§ PROVIDED DATA:
#####
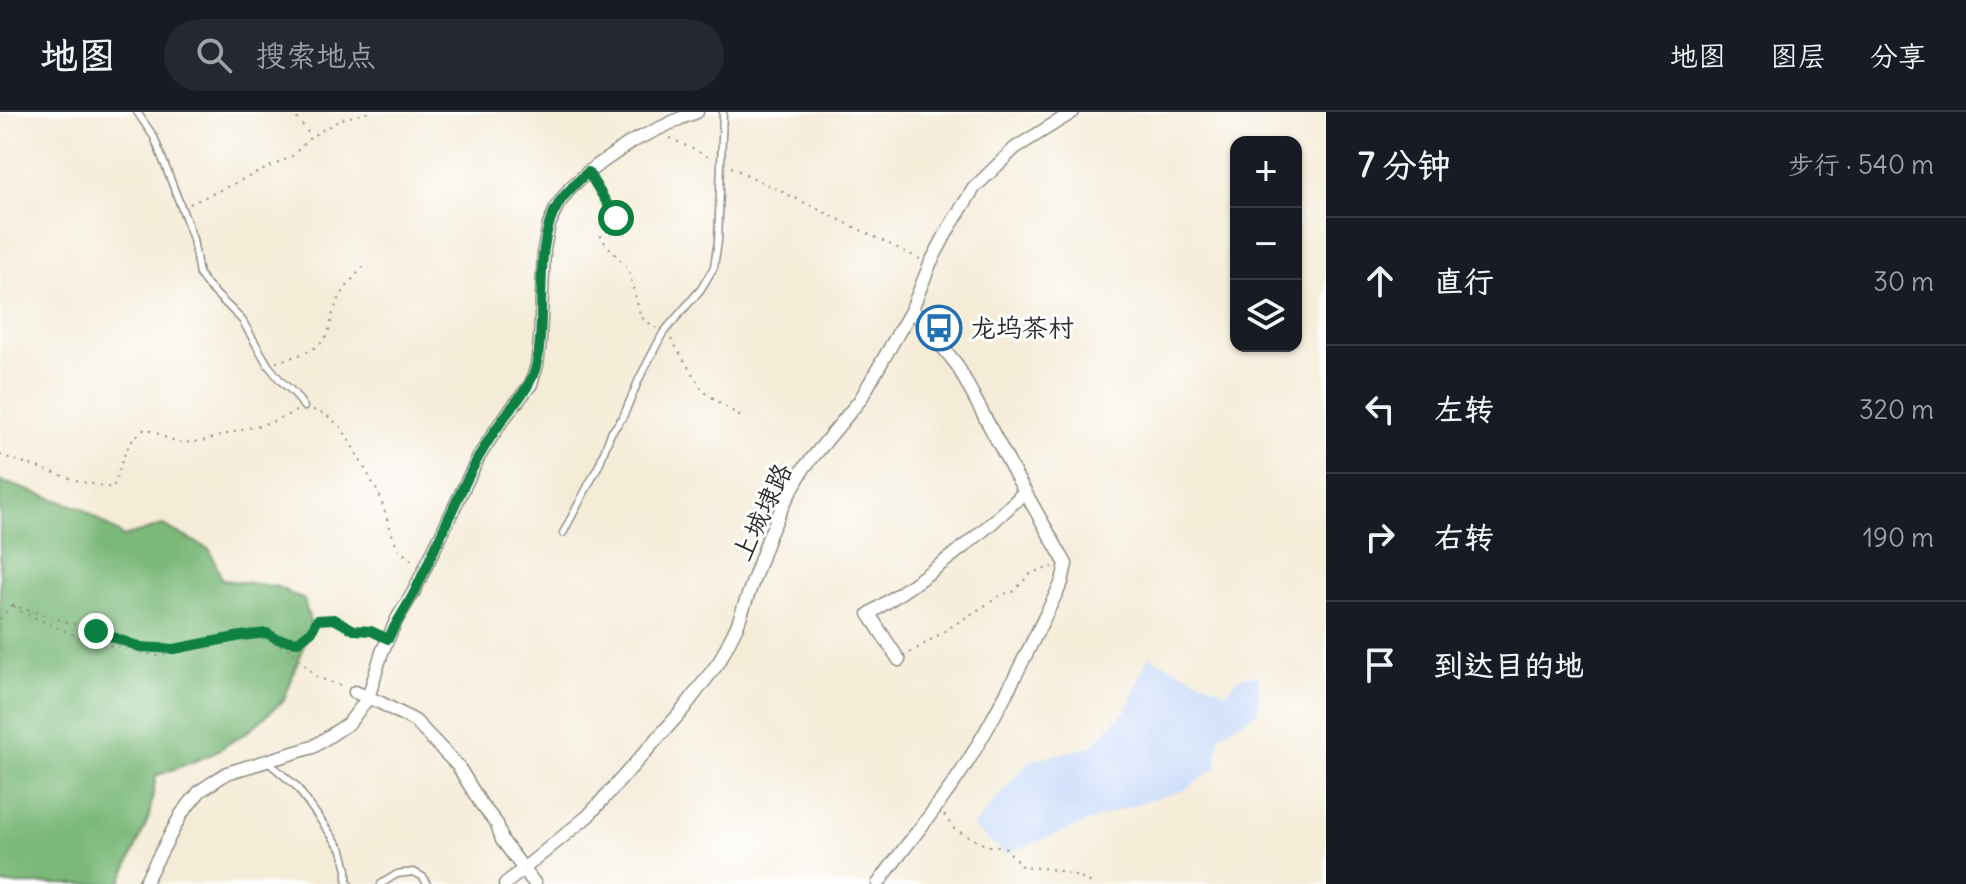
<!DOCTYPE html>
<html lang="zh">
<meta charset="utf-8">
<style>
body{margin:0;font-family:Delius,"LXGW WenKai TC",sans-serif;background:#242831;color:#f1f3f6}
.controls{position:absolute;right:24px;top:24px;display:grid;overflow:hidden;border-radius:16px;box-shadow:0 2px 6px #0004}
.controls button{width:72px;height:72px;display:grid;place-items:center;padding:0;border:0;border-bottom:2px solid #363941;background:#171b24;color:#f1f3f6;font:40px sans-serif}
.stop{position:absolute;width:24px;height:24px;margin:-18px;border:6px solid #0b8043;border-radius:50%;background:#fff}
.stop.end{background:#0b8043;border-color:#fff;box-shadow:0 2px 8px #0008}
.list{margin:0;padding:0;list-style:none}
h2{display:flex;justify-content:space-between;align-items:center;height:104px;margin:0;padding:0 32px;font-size:34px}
h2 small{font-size:26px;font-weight:400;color:#9ea1a6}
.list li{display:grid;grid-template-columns:52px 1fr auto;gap:24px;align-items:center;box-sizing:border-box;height:128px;padding:0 32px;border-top:2px solid #363941}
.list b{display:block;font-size:30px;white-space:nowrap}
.list em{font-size:26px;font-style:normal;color:#9ea1a6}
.icon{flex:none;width:44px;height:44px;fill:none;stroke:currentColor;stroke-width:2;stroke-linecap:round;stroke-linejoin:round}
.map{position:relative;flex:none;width:1326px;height:772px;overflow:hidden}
header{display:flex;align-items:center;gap:48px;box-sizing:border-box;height:112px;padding:0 40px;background:#171b24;border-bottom:2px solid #363941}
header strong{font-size:38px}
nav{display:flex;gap:44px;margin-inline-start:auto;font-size:28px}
.search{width:560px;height:72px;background:#242831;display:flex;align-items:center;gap:20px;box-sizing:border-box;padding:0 28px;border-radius:44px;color:#9ea1a6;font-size:30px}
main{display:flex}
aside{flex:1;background:#171b24}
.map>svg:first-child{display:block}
.built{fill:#cadcf9}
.forest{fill:#7cb979;stroke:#547252;stroke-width:2}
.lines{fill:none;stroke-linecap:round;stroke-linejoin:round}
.service-casing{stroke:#908c82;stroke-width:9}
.minor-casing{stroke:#908c82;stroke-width:15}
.path{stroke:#908c82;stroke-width:2;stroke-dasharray:2 6;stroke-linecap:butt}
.service{stroke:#fff;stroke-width:6}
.minor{stroke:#fff;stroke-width:12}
.route{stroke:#0b8043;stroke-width:10}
.labels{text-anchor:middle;stroke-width:6;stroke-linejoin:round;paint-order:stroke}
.poi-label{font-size:26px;fill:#2b2b2b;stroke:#fff;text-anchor:start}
.street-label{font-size:26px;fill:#2b2b2b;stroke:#fff}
</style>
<header>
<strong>地图</strong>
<div class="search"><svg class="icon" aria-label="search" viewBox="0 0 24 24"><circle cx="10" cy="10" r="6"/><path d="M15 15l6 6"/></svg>搜索地点</div>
<nav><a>地图</a><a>图层</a><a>分享</a></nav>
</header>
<main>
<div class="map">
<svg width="1326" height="772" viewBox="0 0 1326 772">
<rect width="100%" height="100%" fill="#fff"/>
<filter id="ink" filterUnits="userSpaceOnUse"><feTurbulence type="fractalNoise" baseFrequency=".0125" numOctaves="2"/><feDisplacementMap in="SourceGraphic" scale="16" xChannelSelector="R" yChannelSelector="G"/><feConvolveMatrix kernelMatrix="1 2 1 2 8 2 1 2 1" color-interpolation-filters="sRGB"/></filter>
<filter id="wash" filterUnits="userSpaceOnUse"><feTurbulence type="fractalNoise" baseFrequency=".006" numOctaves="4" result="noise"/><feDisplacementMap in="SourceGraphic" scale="32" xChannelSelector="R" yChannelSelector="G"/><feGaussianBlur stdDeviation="1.8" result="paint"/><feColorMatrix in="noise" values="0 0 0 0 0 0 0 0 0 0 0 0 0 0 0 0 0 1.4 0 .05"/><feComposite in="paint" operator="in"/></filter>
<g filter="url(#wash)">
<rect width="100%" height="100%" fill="#f5ecd8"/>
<path class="built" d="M 1148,544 L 1226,580 L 1240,565 L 1259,563 L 1258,600 L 1220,623 L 1217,655 L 1185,678 L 1121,697 L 1006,742 L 972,715 L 1030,648 L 1090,635 L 1127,597 Z"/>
<path class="forest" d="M 0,369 L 81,396 L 124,425 L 163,413 L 210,438 L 222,468 L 275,474 L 304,488 L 311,514 L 284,588 L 250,618 L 210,643 L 156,664 L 149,705 L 120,772 L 0,772 Z"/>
</g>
<g filter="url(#ink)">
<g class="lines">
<g class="service-casing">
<g id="service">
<path d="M 137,0 L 154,25 L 187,110 L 193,127 L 199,162 L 208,174 L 242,208 L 268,253 L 281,269 L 294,281 L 304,295"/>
<path d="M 563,421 L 599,353 L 611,321 L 623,305 L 640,265 L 663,221 L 701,177 L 714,155 L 718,129 L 723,0"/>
<path d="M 268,650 L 296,674 L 342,738 L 347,758 L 347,770 L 349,772"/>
<path d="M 381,772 L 397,762 L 414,760 L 423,765 L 427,772"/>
</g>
</g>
<g class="minor-casing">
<g id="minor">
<path d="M 899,548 L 869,502 C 922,467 981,426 1025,379"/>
<path d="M 355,580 L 381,591 L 415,609 L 458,654 L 481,692 L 497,712 L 502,728 L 535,772"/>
<path d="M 144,772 L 182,701 L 200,679 L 227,661 L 313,635 L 349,611 L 368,586 L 382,540 L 397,507 L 413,481 L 478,346 L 501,310 L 531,272 L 537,253 L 540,229 L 544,137 L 549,113 L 557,94 L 571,75 L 588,60 L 631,30 L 681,6 L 697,0"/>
<path d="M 505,772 L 588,704 L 681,600 L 719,550 L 737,514 L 769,424 L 784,391 L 804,356 L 860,288 L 912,197 L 930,152 L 949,116 L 974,76 L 1015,36 L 1073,0"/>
<path d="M 878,772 C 906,732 939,695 965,654 C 1002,595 1031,532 1062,470 L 1066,452 L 1016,364 L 957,253 L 912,197"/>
</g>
</g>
<g class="path">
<path d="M 292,0 L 311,24"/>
<path d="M 670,26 L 711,46"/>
<path d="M 731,55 L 920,147"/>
<path d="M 595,71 L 616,106 L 610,117 L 600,125 L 628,157 L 641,205 L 656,216"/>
<path d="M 190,92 L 291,45 L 312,24 L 342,7 L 369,0"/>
<path d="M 671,227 L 703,279 L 741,305"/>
<path d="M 276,250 C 291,245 310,242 322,230 C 330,222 330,212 333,201 C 339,183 350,169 364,154"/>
<path d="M 313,298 L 325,302 L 342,316 L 379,382 L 393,425 L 399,438 L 415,451"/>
<path d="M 0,343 L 82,370 L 113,376 C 121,353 125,328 147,316 L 166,326 L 183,331 L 202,329 L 274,309 L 296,299"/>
<path d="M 12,493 L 96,519 L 140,535 L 174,537 L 241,524 L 267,521 L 277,527 L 298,530 L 312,519 L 317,508 C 337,506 334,510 351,517 C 360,520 370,518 379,523"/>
<path d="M 14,494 L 20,499 L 83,527 L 157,544 L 264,524 L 272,530 L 289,537 L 317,565 L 343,575"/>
<path d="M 0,507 L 12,493"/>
<path d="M 910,541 L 1003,482 L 1013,480 L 1032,460 L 1054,455"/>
<path d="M 944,703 L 954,717 L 987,734 L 1001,734 L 1006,736 L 1023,756 C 1052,754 1069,761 1094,772"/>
</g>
<use href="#service" class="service"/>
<use href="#minor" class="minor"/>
</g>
</g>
<g class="lines" filter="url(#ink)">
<path class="route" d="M 96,519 L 140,535 L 174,537 L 241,524 L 267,521 L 277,527 L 298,530 L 312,519 L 317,508 L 334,507 L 354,518 L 371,519 L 388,527 C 396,510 407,495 415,479 C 436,435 455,389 478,346 C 485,334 493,321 501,310 C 514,291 531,276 536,254 C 548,205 531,134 559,91 C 567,79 577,70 588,60 L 616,106"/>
</g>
<defs>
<g id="bus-ring" transform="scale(2.3)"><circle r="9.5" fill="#fff" stroke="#1f6fb2" stroke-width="1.5"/><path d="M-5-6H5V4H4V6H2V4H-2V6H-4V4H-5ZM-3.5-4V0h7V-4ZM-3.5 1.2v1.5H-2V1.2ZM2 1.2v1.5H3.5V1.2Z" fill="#1f6fb2"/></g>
</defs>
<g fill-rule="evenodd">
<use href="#bus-ring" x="939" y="216"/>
</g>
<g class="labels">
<g class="poi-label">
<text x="970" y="225">龙坞茶村</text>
</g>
<g class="street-label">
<text transform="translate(762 400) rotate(-65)" y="9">上城埭路</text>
</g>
</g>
</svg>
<div class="controls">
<button>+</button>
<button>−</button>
<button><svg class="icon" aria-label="layers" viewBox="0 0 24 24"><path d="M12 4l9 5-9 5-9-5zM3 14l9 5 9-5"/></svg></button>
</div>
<div class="stop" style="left:616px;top:106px"></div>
<div class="stop end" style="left:96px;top:519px"></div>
</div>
<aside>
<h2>7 分钟<small>步行 · 540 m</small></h2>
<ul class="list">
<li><svg class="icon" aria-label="ahead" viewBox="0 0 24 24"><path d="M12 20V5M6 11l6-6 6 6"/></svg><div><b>直行</b></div><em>30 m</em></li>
<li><svg class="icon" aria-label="left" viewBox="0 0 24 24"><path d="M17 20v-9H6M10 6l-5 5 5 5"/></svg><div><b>左转</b></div><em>320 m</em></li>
<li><svg class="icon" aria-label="right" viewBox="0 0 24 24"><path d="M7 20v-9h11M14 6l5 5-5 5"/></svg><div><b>右转</b></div><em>190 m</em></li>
<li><svg class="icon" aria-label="arrive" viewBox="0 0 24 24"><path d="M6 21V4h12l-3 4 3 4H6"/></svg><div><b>到达目的地</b></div></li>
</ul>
</aside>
</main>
#####
§ WORK TO BE COMPLETED: Only an exact copy is wanted here: the line containing "<button>−</button>" and every later line, up to and including the last line of the listing.

§ EXERCISE RESPONSE:
<button>−</button>
<button><svg class="icon" aria-label="layers" viewBox="0 0 24 24"><path d="M12 4l9 5-9 5-9-5zM3 14l9 5 9-5"/></svg></button>
</div>
<div class="stop" style="left:616px;top:106px"></div>
<div class="stop end" style="left:96px;top:519px"></div>
</div>
<aside>
<h2>7 分钟<small>步行 · 540 m</small></h2>
<ul class="list">
<li><svg class="icon" aria-label="ahead" viewBox="0 0 24 24"><path d="M12 20V5M6 11l6-6 6 6"/></svg><div><b>直行</b></div><em>30 m</em></li>
<li><svg class="icon" aria-label="left" viewBox="0 0 24 24"><path d="M17 20v-9H6M10 6l-5 5 5 5"/></svg><div><b>左转</b></div><em>320 m</em></li>
<li><svg class="icon" aria-label="right" viewBox="0 0 24 24"><path d="M7 20v-9h11M14 6l5 5-5 5"/></svg><div><b>右转</b></div><em>190 m</em></li>
<li><svg class="icon" aria-label="arrive" viewBox="0 0 24 24"><path d="M6 21V4h12l-3 4 3 4H6"/></svg><div><b>到达目的地</b></div></li>
</ul>
</aside>
</main>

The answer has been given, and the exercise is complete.